Zen Master Lin-Chi’s Faith & This Life.

When students in this modern world fail to make progress, what’s the problem? The problem is they don’t have faith in themselves. If you don’t have faith in yourself then you will be forever in a hurry trying to keep up with everything around you. You’ll be twisted and turned in whatever environment you are in. . .But if you can just stop this mind that goes rushing around moment-by-moment looking for something, then you’ll be no different than the ancestors and Buddhas. Would you like to get to know the ancestors and Buddhas? They are none other than you, the people in front of me, listening to this lecture on the Dharma.

Master Lin-chi (d. 867 AD)

To move openly through space and to trust in the freedom that comes with space, we must have faith in ourselves: faith to be at peace with the moment, to root into ourselves, to embody the ocean without being rolled around in the waves.
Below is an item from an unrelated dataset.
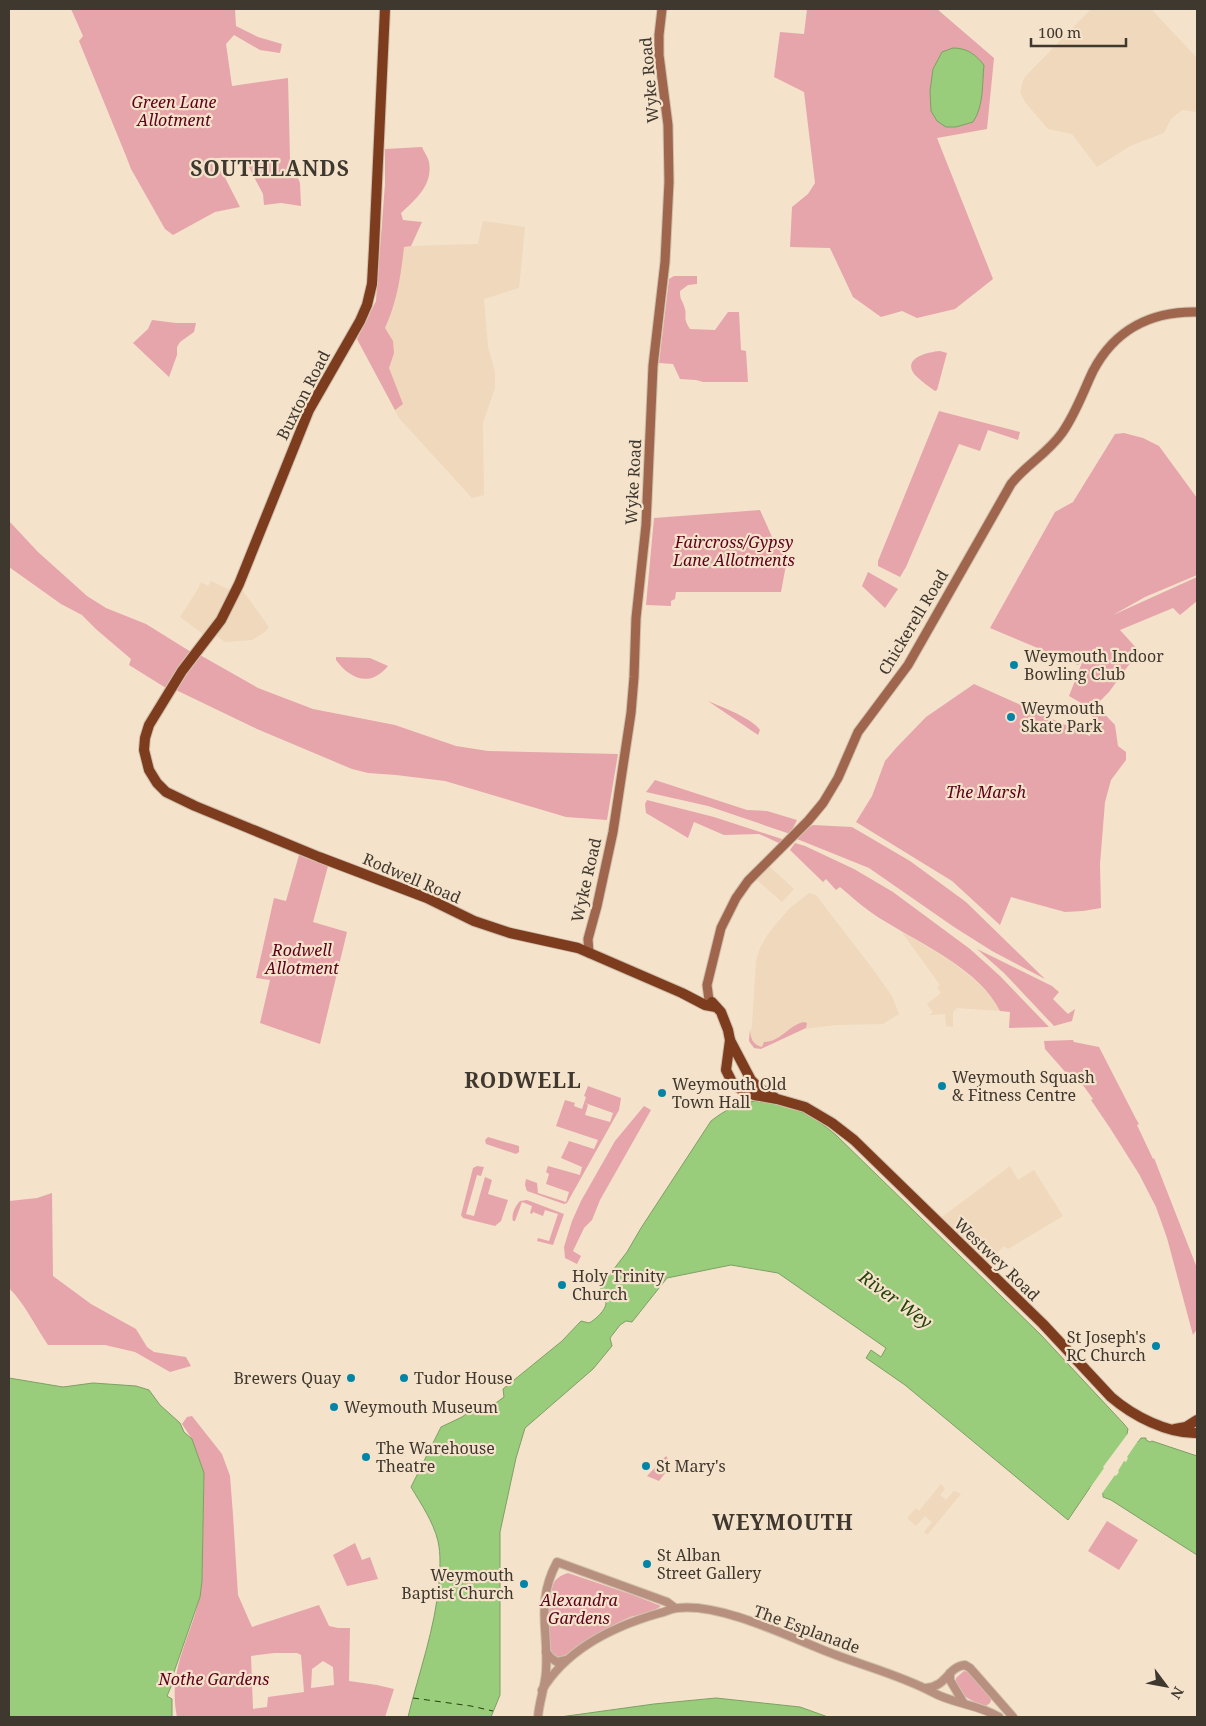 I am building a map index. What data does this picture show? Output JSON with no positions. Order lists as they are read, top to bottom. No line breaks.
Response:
{"streets":{"highway":["Buxton Road","Rodwell Road","Westwey Road"],"main road":["Wyke Road","Chickerell Road"],"street":["The Esplanade"]},"crossings":[["Wyke Road","Rodwell Road"],["Buxton Road","Rodwell Road"],["Chickerell Road","Rodwell Road"]],"districts":["SOUTHLANDS","RODWELL","WEYMOUTH"],"water":["River Wey"],"parks":["Green Lane Allotment","Faircross/Gypsy Lane Allotments","The Marsh","Rodwell Allotment","Alexandra Gardens","Nothe Gardens"],"places":["Weymouth Indoor Bowling Club","Weymouth Skate Park","Weymouth Squash & Fitness Centre","Weymouth Old Town Hall","Holy Trinity Church","St Joseph's RC Church","Brewers Quay","Tudor House","Weymouth Museum","The Warehouse Theatre","St Mary's","St Alban Street Gallery","Weymouth Baptist Church"],"scale_bar":"100 m","north":"bottom right"}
For me, having faith in myself meant being okay with what was happening in the here and now.

In Buddhism, there is often the image of a wild horse, ox or monkey that must be found in the wild, and then tamed over time. This wild animal was none other than my own mind, “rushing around moment by moment looking for something” outside of my self and the present moment. As I continued to search outside, I couldn’t find what I was looking for.
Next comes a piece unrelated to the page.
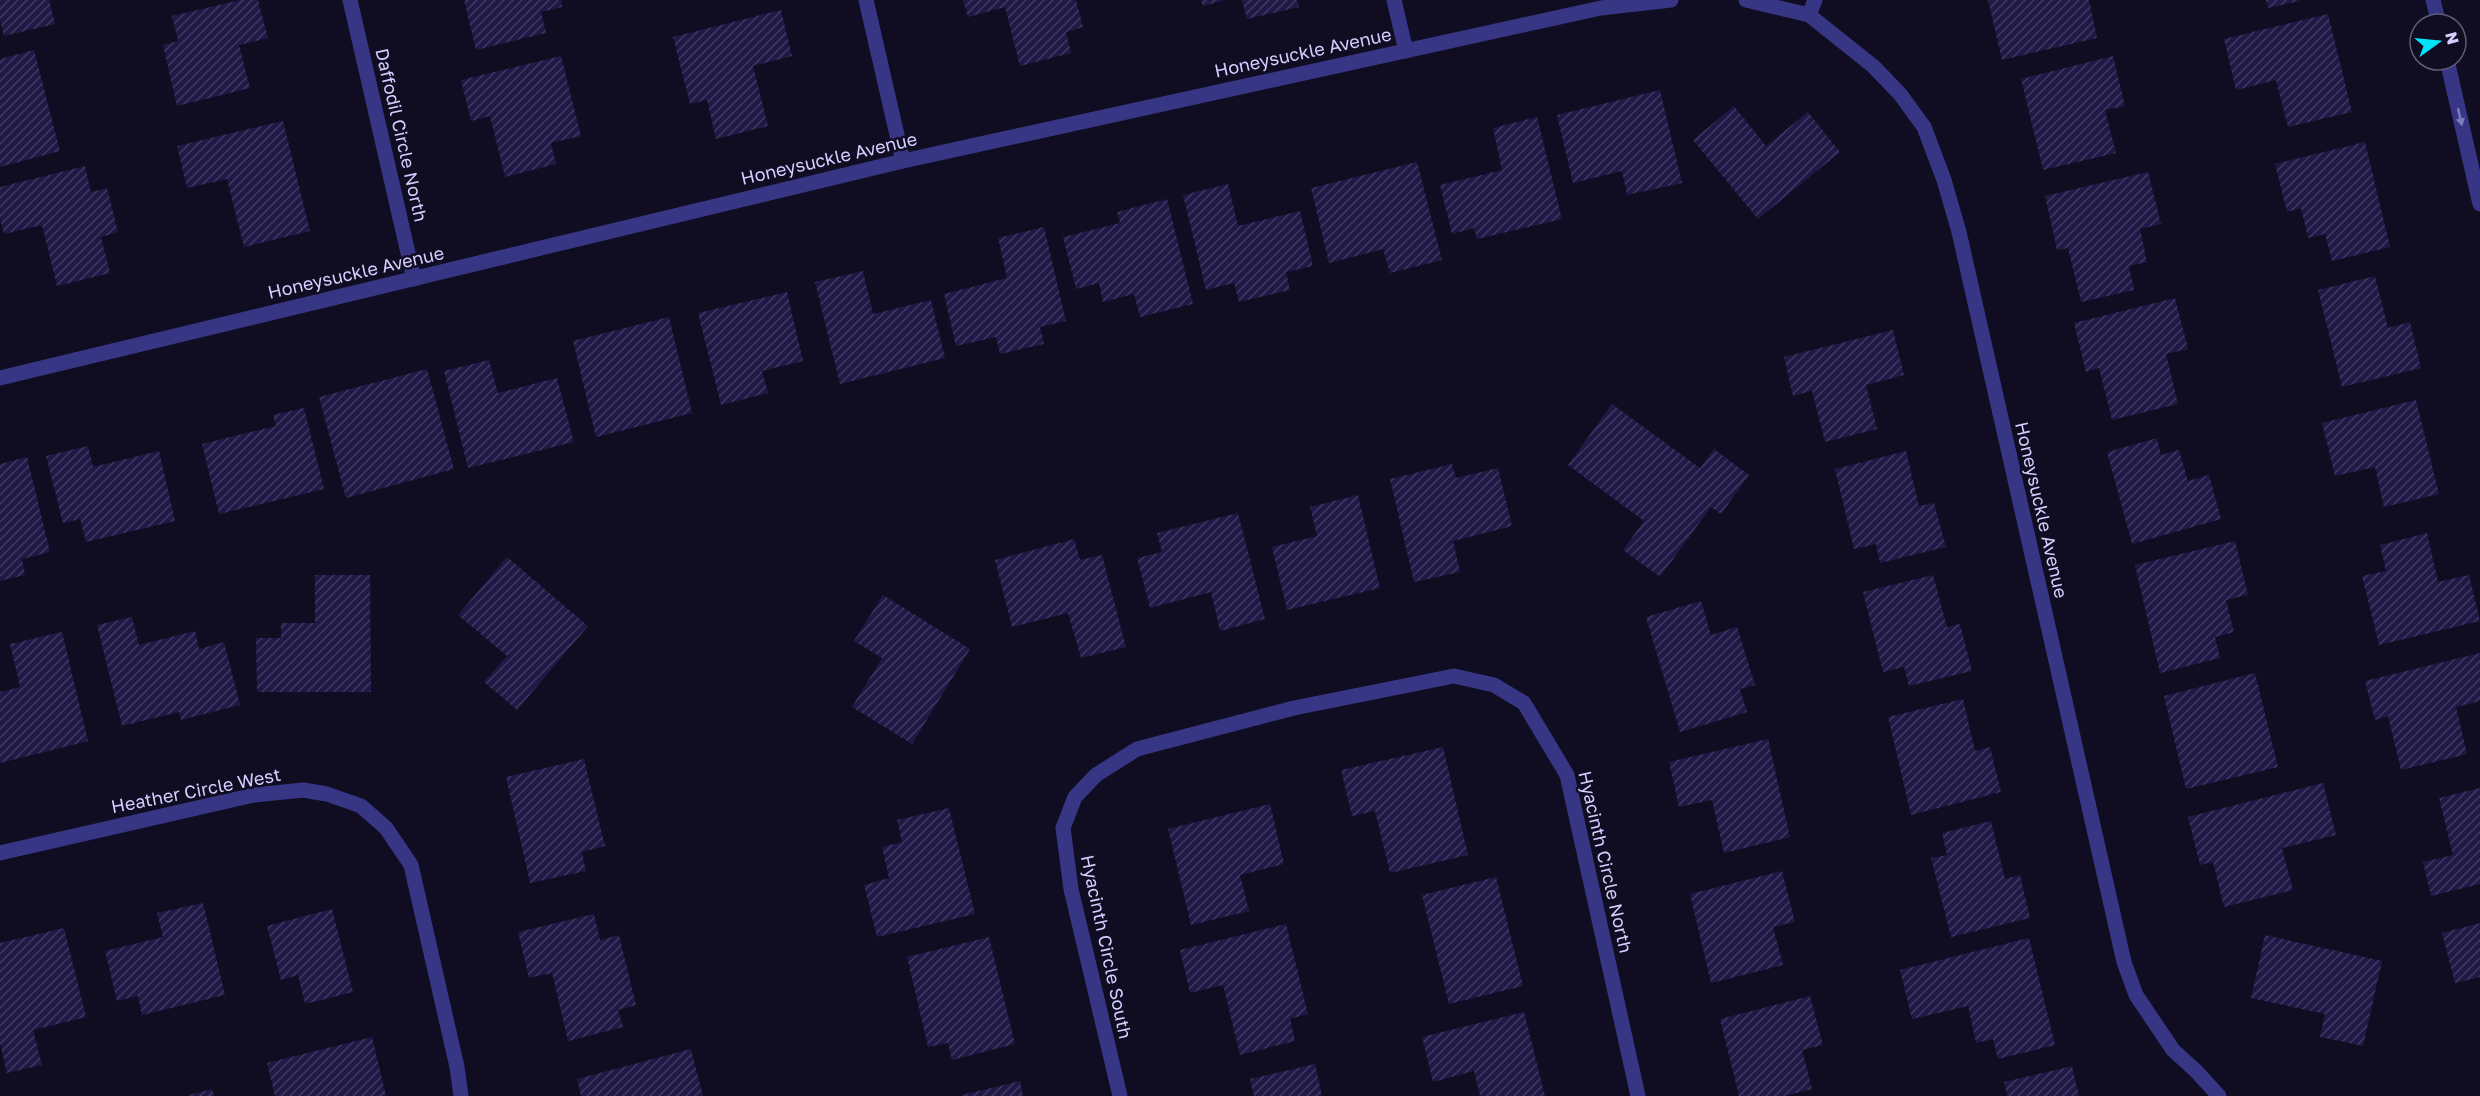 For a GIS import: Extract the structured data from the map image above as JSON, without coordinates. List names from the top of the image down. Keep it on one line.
{"streets":{"street":["Honeysuckle Avenue","Daffodil Circle North","Heather Circle West","Hyacinth Circle North","Hyacinth Circle South"]},"crossings":[["Honeysuckle Avenue","Daffodil Circle North"],["Hyacinth Circle North","Hyacinth Circle South"]],"north":"right"}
Maybe I thought I needed to get drunk and have a wild time. Maybe I needed to go into the mountains for a day, or maybe I was looking for a juicy hamburger to sink my teeth into. It didn’t matter because all these quick fixes lead me in the opposite direction—out and away.
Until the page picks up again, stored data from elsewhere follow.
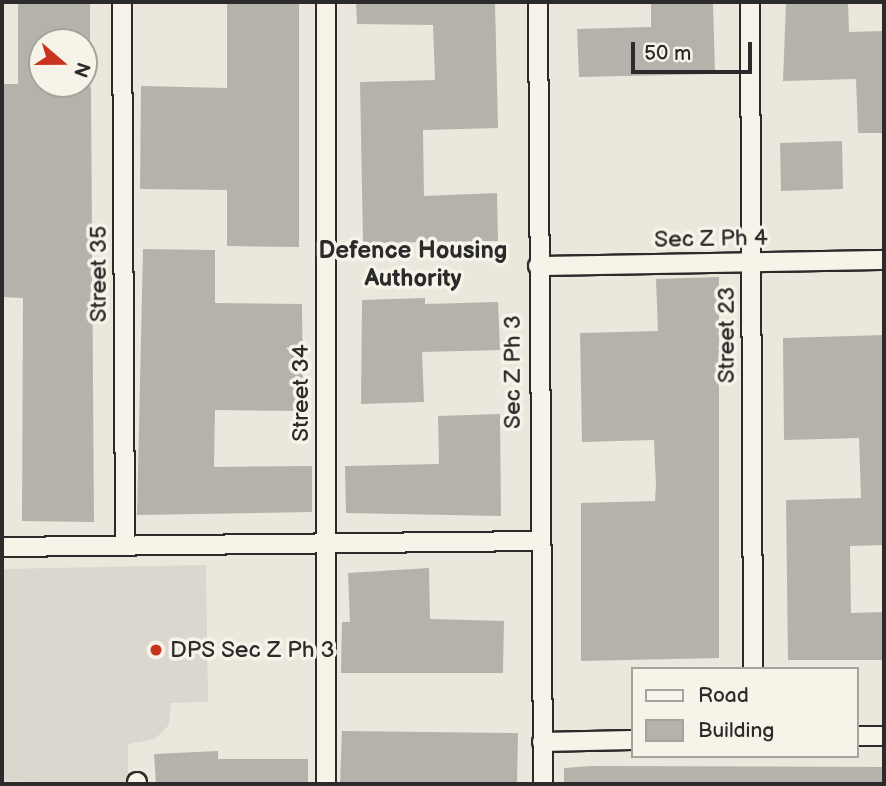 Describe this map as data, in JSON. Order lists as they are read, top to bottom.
{
  "streets": {
    "street": [
      "Sec Z Ph 4",
      "Street 35",
      "Street 23",
      "Sec Z Ph 3",
      "Street 34"
    ]
  },
  "crossings": [
    ["Sec Z Ph 4", "Street 23"],
    ["Sec Z Ph 4", "Sec Z Ph 3"]
  ],
  "districts": ["Defence Housing Authority"],
  "places": ["DPS Sec Z Ph 3"],
  "legend": ["Road", "Building"],
  "scale_bar": "50 m",
  "north": "right"
} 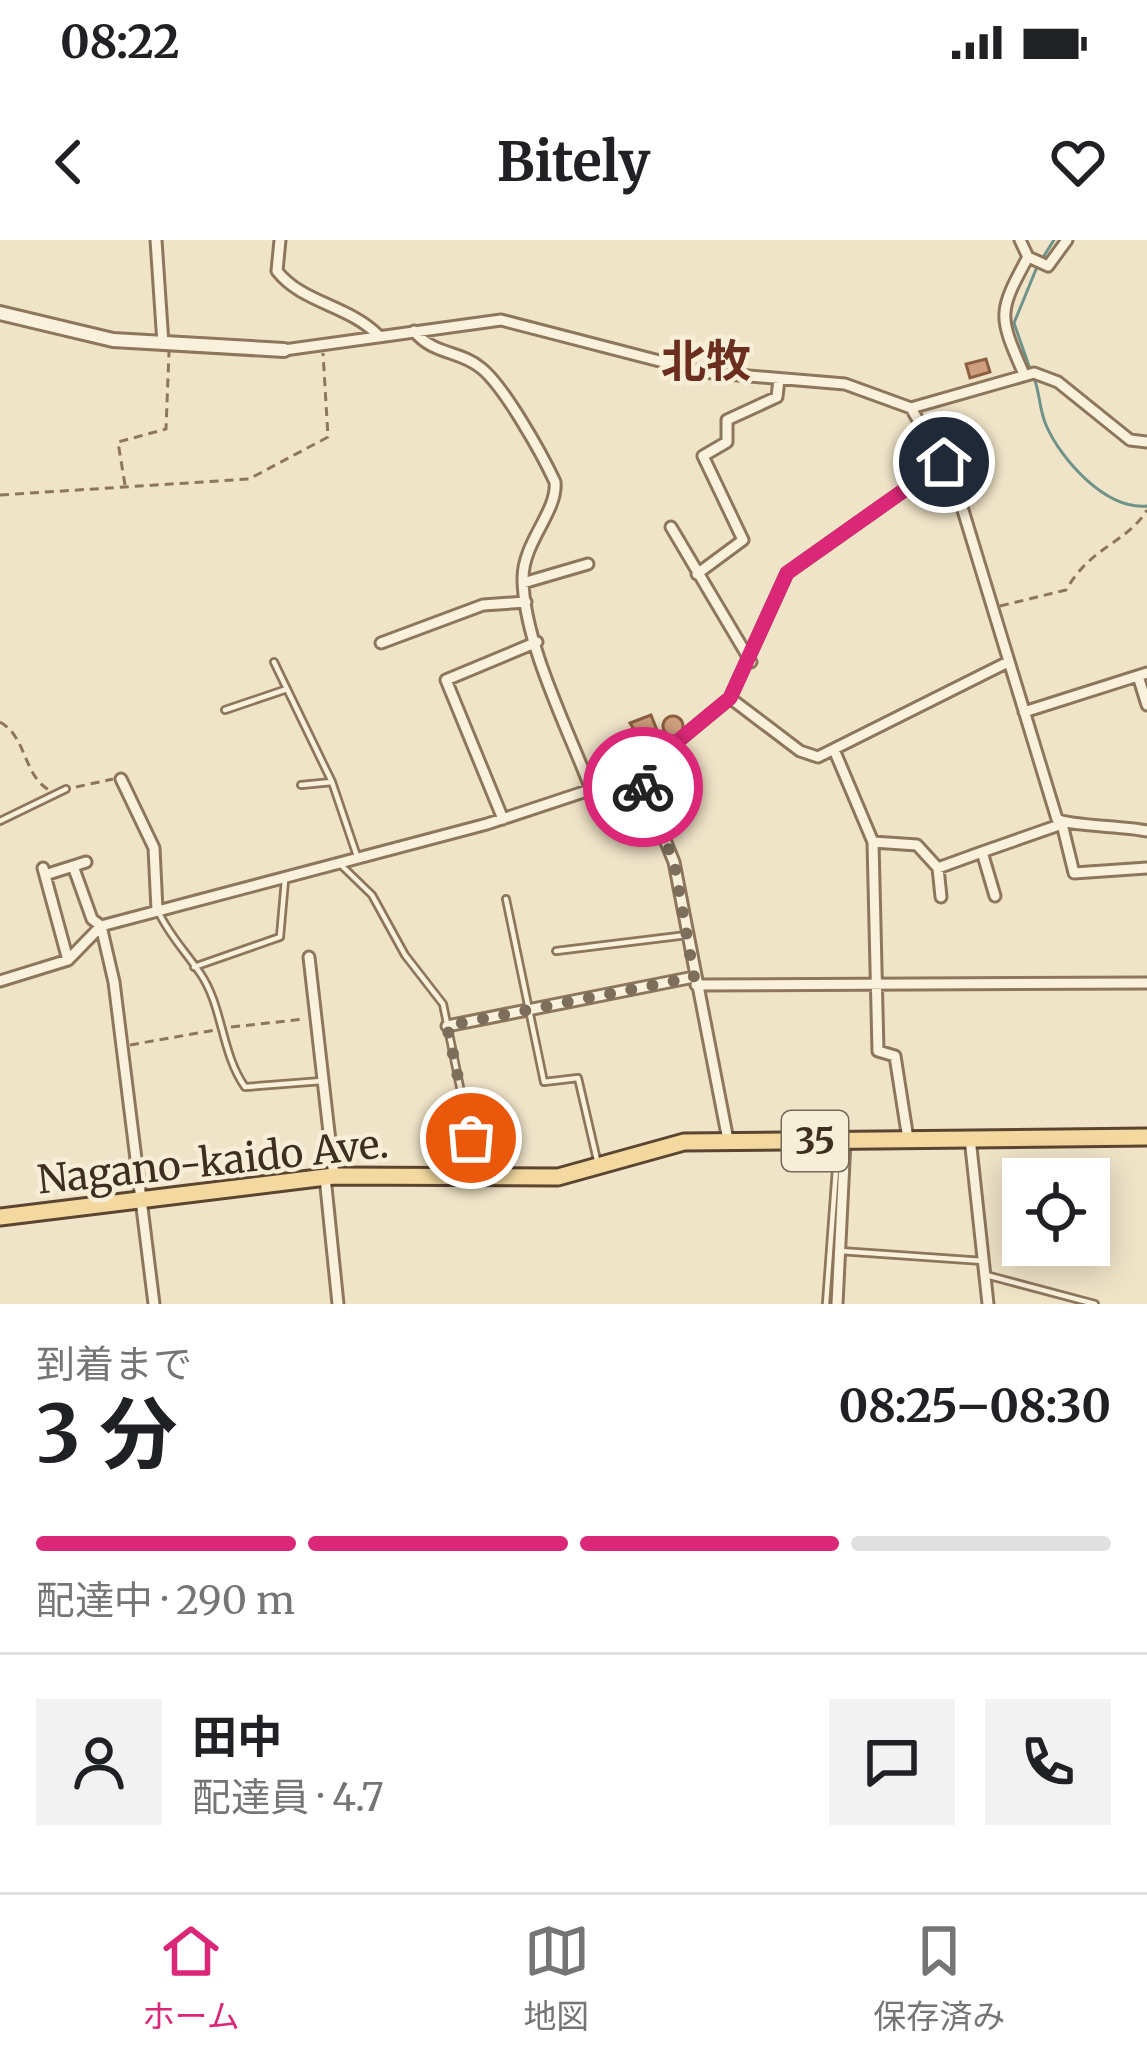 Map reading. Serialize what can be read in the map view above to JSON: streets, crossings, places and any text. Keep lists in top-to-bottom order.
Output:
{
  "streets": {
    "main road": ["35", "Nagano-kaido Ave."]
  },
  "districts": ["北牧"],
  "page": {
    "status": "08:22",
    "header": "Bitely",
    "heading": ["3 分", "到着まで", "08:25–08:30"],
    "panel": ["田中", "配達員 · 4.7"],
    "bar": "配達中 · 290 m",
    "tabs": ["ホーム", "地図", "保存済み"]
  }
}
Master Lin-chi’s quote opened up an avenue for me: I couldn’t remain open to this life without having faith in my self, without knowing that this life would unfold and continue to unfold, and that I would experience it as it came and went.

When I didn’t have faith in my self, I would drift off into thought, I would worry, I would project, I would try to control and I would start to see contentment as something that came with striving for things that were outside of this moment, this body and this experience.

I remember sitting by my desk while I finished a paper proposal. I saw waves of papers, issues, life and death, old memories, births, weddings and distant challenges looming through my computer screen and out onto the horizon twisting into my mind. I felt stressed and lonely. I began to doubt the things I had done and the things that had not yet even occurred.

Flowing with these thoughts down onto the floor and closing my eyes, Lin-chi’s words appeared. In that moment I realized that I had abandoned myself. I had forgotten about this life.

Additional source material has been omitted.